Exercise instructions:
Copy out lines with the word "this" from the material that follows.

Supplied information:
----------------------------------------
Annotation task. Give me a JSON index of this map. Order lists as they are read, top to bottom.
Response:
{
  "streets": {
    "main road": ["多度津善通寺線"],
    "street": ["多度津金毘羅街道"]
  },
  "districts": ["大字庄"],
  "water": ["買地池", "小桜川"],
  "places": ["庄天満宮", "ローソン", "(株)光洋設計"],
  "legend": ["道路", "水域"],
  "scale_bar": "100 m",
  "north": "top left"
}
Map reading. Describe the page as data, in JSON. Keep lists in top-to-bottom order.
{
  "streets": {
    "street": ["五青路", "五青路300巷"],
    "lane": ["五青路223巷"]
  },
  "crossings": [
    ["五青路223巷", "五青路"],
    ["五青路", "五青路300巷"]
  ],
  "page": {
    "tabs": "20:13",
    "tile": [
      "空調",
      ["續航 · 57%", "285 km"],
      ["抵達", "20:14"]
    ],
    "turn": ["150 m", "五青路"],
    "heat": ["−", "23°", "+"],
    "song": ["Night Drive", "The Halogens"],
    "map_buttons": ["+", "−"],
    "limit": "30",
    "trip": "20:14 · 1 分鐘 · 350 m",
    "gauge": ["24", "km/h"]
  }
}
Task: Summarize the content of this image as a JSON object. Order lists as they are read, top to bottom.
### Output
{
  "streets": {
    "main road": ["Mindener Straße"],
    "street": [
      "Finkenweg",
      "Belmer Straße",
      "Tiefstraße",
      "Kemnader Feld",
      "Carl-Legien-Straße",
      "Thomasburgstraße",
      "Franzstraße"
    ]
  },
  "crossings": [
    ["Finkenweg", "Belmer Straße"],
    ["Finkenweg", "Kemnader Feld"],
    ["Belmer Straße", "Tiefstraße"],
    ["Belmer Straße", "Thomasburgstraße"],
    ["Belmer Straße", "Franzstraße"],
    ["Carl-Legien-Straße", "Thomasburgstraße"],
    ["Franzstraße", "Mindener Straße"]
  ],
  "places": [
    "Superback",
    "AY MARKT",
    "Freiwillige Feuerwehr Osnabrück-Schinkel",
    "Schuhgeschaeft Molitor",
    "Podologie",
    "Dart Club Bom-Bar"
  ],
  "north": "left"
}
----------------------------------------
Answer box:
Annotation task. Give me a JSON index of this map. Order lists as they are read, top to bottom.
Task: Summarize the content of this image as a JSON object. Order lists as they are read, top to bottom.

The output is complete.